The backward autograd function returns detached views of captured static_grad_inputs. For module parameters, those returned tensors flow into AccumulateGrad. If param.grad is None, AccumulateGrad may install/steal the incoming grad tensor as param.grad. In that case, param.grad aliases the CUDA graph's static parameter grad buffer.
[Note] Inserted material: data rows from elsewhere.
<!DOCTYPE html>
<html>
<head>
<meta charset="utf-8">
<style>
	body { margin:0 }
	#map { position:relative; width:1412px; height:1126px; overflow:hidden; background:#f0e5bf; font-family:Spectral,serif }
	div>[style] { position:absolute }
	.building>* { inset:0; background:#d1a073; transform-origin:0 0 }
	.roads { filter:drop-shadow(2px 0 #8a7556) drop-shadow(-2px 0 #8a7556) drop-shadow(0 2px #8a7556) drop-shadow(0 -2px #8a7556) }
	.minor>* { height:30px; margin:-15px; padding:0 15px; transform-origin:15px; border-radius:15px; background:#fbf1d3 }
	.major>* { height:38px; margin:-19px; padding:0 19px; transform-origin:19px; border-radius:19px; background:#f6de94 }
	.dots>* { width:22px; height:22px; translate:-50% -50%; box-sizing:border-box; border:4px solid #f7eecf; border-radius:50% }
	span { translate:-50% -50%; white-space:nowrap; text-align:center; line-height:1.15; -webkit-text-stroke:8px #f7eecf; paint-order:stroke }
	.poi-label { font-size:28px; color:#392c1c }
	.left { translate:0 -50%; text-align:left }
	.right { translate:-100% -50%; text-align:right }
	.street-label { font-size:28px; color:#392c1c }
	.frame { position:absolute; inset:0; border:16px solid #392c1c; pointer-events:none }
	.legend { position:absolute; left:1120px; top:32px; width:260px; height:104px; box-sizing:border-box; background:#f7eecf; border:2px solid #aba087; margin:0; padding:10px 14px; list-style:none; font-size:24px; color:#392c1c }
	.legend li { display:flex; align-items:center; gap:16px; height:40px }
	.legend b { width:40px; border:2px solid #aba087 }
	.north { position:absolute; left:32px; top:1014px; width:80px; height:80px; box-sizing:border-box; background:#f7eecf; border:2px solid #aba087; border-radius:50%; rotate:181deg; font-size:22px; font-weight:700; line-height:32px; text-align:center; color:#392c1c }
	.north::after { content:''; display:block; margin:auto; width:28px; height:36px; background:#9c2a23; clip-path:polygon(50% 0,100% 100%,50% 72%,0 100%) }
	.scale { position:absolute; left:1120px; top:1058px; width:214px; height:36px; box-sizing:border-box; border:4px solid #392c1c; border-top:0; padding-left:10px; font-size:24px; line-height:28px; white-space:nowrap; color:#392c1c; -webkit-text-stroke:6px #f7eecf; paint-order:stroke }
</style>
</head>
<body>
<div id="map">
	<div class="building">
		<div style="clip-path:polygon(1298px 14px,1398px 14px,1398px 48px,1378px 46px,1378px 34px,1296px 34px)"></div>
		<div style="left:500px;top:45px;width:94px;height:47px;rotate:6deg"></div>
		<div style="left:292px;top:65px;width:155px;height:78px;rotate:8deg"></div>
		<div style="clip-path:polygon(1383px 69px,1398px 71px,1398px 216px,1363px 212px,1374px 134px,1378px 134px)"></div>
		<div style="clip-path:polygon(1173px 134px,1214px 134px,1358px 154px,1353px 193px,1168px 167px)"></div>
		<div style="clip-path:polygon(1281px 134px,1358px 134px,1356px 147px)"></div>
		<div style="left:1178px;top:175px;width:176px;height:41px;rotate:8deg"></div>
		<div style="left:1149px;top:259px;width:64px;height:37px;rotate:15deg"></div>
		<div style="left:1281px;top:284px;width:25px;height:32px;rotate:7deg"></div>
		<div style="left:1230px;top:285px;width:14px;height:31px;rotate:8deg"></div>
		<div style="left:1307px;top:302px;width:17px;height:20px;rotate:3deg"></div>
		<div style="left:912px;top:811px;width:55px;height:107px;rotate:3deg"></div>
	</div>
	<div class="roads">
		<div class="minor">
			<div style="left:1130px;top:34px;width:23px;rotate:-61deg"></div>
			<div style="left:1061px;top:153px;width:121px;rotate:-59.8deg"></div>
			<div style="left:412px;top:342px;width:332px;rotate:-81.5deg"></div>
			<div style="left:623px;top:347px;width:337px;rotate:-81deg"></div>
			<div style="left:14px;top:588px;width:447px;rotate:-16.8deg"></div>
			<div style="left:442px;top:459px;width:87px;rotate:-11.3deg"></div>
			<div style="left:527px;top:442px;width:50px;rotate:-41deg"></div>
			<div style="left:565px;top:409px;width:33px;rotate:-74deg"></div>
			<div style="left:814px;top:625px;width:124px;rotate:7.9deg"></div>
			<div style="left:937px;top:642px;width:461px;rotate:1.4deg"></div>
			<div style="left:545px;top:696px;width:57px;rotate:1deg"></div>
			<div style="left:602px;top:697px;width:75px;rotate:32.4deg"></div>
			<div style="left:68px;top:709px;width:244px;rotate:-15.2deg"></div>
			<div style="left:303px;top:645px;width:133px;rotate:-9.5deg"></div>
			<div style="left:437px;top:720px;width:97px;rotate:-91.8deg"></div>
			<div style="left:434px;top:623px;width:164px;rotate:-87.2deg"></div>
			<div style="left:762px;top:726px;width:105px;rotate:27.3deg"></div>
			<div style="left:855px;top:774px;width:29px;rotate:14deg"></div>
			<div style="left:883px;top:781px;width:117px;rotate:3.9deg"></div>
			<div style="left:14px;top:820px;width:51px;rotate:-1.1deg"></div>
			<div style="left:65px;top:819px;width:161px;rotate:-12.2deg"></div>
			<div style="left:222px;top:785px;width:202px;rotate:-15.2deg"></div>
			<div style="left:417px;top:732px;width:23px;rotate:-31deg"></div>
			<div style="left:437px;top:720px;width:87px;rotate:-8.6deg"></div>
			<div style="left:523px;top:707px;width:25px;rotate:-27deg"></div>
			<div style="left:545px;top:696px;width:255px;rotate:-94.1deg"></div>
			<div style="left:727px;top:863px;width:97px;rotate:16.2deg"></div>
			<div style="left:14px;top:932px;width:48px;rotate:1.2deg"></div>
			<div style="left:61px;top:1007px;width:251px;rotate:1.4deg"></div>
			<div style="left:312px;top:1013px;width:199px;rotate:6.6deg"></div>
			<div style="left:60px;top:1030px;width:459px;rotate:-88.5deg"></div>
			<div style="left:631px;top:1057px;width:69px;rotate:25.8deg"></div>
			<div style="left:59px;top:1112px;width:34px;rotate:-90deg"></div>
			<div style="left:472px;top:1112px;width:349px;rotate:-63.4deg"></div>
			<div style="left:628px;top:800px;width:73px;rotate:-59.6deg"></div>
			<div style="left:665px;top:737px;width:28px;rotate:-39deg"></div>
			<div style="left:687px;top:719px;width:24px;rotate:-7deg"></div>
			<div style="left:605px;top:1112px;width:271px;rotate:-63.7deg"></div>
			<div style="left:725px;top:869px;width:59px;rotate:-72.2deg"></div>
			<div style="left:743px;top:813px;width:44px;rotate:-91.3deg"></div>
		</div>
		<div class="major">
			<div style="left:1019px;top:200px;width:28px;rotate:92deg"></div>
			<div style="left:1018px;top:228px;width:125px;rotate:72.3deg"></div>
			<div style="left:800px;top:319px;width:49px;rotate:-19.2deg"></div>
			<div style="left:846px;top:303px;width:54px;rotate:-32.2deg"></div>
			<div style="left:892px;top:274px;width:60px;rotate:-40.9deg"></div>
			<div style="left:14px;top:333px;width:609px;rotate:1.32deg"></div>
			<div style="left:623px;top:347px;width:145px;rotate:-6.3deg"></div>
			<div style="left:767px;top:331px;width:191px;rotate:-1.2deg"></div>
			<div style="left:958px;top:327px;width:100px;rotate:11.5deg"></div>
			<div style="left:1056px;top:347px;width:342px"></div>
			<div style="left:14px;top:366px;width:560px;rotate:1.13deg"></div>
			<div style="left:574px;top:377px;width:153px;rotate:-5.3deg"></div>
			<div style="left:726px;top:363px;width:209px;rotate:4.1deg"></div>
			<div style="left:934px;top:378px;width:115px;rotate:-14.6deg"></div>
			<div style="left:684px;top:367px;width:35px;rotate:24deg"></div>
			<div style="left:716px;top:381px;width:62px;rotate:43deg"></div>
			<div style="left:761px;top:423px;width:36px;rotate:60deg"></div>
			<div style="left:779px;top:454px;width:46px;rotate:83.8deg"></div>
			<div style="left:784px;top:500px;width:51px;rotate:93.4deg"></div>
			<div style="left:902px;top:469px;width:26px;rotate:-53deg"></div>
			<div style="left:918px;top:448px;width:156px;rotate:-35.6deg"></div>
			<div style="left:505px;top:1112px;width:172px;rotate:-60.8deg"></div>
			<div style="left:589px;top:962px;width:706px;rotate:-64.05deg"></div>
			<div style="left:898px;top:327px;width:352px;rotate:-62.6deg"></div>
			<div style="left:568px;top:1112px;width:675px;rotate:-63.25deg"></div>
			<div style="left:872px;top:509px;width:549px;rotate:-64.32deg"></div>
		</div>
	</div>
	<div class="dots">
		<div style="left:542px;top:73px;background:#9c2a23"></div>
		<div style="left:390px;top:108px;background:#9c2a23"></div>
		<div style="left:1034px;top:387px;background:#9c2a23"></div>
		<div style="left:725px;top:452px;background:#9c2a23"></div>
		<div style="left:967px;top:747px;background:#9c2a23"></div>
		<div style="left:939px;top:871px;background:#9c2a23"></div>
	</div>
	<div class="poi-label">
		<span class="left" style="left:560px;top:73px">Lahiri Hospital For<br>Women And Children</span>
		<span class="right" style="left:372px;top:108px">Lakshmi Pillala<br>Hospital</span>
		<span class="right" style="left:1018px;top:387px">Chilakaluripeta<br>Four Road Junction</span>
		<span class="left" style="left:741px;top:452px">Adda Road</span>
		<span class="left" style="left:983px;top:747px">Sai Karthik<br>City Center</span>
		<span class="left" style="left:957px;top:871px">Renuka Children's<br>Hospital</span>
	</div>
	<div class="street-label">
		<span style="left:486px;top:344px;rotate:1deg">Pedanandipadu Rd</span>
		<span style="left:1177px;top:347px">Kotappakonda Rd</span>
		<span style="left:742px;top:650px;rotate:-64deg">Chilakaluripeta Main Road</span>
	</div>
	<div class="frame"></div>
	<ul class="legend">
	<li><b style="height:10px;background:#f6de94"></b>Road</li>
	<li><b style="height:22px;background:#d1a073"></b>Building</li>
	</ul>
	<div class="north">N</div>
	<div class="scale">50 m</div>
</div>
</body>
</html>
The next backward graph replay overwrites the same static buffer before AccumulateGrad accumulates the next microbatch's gradient.

This makes the accumulated gradient become g2 + g2 instead of g1 + g2.
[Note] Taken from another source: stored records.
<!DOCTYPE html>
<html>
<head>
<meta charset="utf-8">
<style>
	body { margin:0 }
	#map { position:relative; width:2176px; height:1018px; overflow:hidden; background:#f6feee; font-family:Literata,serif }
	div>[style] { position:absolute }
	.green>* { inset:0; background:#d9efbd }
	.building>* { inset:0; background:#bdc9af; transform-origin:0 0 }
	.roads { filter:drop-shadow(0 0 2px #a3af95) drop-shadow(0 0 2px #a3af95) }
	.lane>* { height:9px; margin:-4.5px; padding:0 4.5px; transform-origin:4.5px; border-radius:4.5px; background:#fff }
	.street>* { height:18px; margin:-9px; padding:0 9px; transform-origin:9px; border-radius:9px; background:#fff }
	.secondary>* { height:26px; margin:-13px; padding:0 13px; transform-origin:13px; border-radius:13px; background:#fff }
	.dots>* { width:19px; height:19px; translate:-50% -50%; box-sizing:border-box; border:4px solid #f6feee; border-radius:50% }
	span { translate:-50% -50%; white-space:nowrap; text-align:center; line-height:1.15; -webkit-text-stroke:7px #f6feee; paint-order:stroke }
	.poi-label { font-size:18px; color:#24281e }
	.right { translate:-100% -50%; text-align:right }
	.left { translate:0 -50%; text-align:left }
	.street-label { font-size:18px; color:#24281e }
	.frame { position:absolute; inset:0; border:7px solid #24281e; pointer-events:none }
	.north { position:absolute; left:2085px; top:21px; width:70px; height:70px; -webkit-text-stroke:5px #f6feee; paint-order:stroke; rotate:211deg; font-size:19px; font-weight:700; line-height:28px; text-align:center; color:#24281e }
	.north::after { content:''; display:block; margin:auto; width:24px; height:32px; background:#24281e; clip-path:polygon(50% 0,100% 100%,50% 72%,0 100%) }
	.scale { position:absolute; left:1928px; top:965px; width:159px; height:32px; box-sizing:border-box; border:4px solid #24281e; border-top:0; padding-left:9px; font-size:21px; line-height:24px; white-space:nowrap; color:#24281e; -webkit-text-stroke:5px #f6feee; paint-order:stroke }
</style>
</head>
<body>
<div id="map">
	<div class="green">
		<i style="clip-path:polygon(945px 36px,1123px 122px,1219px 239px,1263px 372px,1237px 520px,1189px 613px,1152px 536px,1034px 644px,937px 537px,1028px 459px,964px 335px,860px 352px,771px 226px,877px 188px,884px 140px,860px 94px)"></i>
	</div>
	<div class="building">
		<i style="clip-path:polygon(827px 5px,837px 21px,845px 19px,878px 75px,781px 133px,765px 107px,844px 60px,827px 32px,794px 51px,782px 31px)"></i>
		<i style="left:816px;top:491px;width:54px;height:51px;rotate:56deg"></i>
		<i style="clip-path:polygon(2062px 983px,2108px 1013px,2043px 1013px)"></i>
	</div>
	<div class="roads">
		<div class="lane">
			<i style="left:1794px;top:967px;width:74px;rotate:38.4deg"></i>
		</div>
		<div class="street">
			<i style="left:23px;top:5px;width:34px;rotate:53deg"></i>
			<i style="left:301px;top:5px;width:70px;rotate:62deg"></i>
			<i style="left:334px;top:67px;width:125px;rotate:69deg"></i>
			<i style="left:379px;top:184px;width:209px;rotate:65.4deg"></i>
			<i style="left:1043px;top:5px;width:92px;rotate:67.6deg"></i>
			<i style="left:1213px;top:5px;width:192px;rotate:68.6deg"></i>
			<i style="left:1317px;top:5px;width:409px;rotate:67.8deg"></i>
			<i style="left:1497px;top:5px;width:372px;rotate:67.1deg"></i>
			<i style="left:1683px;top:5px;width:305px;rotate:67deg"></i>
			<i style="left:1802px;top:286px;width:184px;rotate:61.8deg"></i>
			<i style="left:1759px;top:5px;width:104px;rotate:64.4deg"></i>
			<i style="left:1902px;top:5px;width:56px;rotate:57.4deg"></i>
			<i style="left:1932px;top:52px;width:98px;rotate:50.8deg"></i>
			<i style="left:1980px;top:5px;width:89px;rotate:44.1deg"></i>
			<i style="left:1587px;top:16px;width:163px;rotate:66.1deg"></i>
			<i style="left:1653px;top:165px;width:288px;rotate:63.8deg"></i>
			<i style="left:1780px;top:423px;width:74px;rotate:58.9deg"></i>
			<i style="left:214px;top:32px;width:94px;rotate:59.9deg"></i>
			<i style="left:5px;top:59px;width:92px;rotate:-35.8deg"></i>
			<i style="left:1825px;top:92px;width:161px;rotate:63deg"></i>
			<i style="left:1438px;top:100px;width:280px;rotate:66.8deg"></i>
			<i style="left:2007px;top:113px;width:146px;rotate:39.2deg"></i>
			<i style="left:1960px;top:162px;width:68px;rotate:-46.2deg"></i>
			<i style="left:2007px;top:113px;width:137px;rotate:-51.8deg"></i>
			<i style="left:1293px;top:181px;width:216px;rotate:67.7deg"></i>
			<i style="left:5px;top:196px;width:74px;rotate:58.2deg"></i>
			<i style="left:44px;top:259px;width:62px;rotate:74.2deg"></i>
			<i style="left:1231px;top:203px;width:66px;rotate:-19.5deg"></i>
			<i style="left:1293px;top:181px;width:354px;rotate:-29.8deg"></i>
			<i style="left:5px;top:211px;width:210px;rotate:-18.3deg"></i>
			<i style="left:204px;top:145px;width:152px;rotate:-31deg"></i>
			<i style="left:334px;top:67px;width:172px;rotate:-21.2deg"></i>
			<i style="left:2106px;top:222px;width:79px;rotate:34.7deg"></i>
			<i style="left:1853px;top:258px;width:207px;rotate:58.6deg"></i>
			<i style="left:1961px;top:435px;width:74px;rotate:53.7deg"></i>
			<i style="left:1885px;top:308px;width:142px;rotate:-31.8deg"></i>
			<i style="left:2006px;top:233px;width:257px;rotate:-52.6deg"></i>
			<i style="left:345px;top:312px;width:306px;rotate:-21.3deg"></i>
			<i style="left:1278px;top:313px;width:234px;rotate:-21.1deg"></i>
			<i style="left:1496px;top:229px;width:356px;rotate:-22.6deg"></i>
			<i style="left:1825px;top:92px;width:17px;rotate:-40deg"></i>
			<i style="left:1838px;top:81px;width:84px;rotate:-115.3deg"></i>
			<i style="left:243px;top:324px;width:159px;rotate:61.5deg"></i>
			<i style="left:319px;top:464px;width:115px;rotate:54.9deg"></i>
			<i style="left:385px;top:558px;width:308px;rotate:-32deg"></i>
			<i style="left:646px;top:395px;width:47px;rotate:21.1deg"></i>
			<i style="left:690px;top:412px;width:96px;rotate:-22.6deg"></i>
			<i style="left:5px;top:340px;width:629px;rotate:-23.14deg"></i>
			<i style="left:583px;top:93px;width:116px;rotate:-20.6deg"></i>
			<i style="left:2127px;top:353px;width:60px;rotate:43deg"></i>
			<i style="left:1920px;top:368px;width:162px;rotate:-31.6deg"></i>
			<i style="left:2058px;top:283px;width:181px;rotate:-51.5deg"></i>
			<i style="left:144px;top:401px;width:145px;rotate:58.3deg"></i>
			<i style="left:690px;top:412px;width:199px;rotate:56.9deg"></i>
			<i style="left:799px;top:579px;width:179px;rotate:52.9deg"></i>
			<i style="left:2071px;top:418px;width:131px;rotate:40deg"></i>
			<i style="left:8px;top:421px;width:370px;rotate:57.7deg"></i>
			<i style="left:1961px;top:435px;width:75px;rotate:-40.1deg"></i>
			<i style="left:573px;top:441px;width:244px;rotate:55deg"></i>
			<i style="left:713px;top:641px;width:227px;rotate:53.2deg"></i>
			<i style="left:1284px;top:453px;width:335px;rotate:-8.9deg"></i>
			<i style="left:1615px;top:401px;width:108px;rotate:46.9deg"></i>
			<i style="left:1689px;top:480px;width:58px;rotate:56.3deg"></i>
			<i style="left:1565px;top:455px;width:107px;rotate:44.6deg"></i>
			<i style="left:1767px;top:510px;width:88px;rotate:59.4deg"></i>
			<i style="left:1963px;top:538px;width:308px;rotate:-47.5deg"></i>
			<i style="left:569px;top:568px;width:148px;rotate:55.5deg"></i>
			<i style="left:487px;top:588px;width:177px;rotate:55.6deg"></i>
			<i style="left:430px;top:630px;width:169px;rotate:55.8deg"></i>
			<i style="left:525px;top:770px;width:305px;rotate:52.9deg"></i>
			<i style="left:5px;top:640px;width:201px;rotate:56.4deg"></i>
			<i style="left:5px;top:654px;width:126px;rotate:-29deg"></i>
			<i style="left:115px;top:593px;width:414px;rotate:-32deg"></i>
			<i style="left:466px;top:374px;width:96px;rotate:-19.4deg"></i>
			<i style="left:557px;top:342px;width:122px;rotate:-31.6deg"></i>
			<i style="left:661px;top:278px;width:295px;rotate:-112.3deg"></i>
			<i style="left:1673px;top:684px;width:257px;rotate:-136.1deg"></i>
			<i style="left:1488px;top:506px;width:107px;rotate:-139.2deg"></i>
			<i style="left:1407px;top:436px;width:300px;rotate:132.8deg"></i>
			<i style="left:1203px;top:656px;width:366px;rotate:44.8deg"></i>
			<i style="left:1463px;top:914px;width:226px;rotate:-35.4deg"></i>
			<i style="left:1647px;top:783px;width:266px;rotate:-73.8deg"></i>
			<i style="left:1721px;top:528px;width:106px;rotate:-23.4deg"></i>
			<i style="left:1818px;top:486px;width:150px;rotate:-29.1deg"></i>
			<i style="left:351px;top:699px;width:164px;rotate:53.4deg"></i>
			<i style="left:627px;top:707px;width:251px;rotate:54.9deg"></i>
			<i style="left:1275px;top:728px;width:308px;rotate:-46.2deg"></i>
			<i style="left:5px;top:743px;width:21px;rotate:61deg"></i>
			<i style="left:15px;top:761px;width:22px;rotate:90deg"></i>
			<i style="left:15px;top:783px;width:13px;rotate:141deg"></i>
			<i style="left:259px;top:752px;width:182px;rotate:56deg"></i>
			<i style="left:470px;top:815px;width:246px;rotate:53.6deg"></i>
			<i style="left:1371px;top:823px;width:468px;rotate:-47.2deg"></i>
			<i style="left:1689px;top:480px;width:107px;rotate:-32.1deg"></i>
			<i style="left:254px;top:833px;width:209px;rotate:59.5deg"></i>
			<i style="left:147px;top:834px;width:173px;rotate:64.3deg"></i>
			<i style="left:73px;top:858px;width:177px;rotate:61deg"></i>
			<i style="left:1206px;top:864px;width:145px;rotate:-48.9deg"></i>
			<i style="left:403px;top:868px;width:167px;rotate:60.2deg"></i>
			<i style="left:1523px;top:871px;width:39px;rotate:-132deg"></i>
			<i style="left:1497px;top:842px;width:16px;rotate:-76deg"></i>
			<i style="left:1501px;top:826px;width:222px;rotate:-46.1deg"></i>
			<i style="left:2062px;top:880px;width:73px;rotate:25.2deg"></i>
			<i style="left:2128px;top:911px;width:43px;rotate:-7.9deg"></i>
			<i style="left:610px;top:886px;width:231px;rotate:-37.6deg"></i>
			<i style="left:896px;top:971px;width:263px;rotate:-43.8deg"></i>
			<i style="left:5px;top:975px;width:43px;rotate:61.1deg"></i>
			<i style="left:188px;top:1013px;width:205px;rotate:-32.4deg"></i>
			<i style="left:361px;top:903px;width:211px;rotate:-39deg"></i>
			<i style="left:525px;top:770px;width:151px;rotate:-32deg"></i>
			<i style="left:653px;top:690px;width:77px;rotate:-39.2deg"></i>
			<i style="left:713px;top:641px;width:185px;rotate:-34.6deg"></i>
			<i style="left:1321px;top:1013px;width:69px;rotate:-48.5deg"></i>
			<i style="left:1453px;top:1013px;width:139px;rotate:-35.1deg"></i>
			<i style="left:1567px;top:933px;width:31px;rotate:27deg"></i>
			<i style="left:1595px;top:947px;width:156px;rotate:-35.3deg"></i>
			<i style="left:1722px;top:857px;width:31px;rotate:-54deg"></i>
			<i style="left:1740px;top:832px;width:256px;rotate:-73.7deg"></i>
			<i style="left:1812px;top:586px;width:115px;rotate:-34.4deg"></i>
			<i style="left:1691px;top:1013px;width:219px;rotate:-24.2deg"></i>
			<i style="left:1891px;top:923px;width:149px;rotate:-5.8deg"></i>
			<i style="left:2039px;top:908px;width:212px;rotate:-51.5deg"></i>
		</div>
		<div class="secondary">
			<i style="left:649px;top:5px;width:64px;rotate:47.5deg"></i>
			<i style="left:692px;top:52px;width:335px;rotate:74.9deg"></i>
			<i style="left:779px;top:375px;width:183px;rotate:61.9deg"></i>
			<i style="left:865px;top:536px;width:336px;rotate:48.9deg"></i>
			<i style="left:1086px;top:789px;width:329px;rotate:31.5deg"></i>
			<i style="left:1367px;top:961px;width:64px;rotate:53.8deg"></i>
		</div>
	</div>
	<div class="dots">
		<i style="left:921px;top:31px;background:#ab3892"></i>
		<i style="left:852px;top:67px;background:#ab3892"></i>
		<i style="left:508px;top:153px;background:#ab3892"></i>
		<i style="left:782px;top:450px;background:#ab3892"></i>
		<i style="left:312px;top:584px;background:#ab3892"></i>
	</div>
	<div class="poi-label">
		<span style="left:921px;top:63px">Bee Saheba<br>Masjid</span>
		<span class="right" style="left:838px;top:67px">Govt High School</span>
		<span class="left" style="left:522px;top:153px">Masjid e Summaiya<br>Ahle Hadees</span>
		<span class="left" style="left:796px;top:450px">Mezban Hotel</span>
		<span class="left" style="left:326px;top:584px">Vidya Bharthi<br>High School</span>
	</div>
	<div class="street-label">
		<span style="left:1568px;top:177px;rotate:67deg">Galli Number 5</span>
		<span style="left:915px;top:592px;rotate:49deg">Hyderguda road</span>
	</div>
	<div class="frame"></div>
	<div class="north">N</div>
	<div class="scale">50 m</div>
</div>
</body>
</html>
This is silent numerical corruption.

Minimal repro

import torch


class ScaleByWeight(torch.nn.Module):
    def __init__(self, width: int) -> None:
        super().__init__()
        self.weight = torch.nn.Parameter(
            torch.arange(1, width + 1, device="cuda", dtype=torch.float32)
        )

    def forward(self, x: torch.Tensor) -> torch.Tensor:
        return x * self.weight


torch.cuda.set_device(0)
torch.manual_seed(1234)

width = 4
model = ScaleByWeight(width).cuda()
sample_x = torch.ones(2, width, device="cuda", dtype=torch.float32)
graphed_model = torch.cuda.make_graphed_callables(model, (sample_x,))

x1 = torch.tensor(
    [[1.0, 2.0, 3.0, 4.0], [2.0, 3.0, 4.0, 5.0]],
    device="cuda",
)
x2 = torch.tensor(
    [[10.0, 20.0, 30.0, 40.0], [1.0, 2.0, 3.0, 4.0]],
    device="cuda",
)

expected_g1 = x1.sum(dim=0)
expected_g2 = x2.sum(dim=0)
expected_total = expected_g1 + expected_g2
bug_total = expected_g2 + expected_g2

model.weight.grad = None

graphed_model(x1).sum().backward()
torch.cuda.synchronize()

first_grad_ref = model.weight.grad
first_grad_ptr = first_grad_ref.data_ptr()
first_grad_snapshot = first_grad_ref.detach().clone()

observations = {}


def capture_pre_accumulate(incoming_grad: torch.Tensor) -> torch.Tensor:
    existing_grad = model.weight.grad
    observations["incoming_ptr"] = incoming_grad.data_ptr()
    observations["incoming_value"] = incoming_grad.detach().clone()
    observations["existing_ptr"] = None if existing_grad is None else existing_grad.data_ptr()
    observations["existing_value"] = (
        None if existing_grad is None else existing_grad.detach().clone()
    )
    return incoming_grad


hook_handle = model.weight.register_hook(capture_pre_accumulate)
try:
    graphed_model(x2).sum().backward()
    torch.cuda.synchronize()
finally:
    hook_handle.remove()

final_grad = model.weight.grad.detach().clone()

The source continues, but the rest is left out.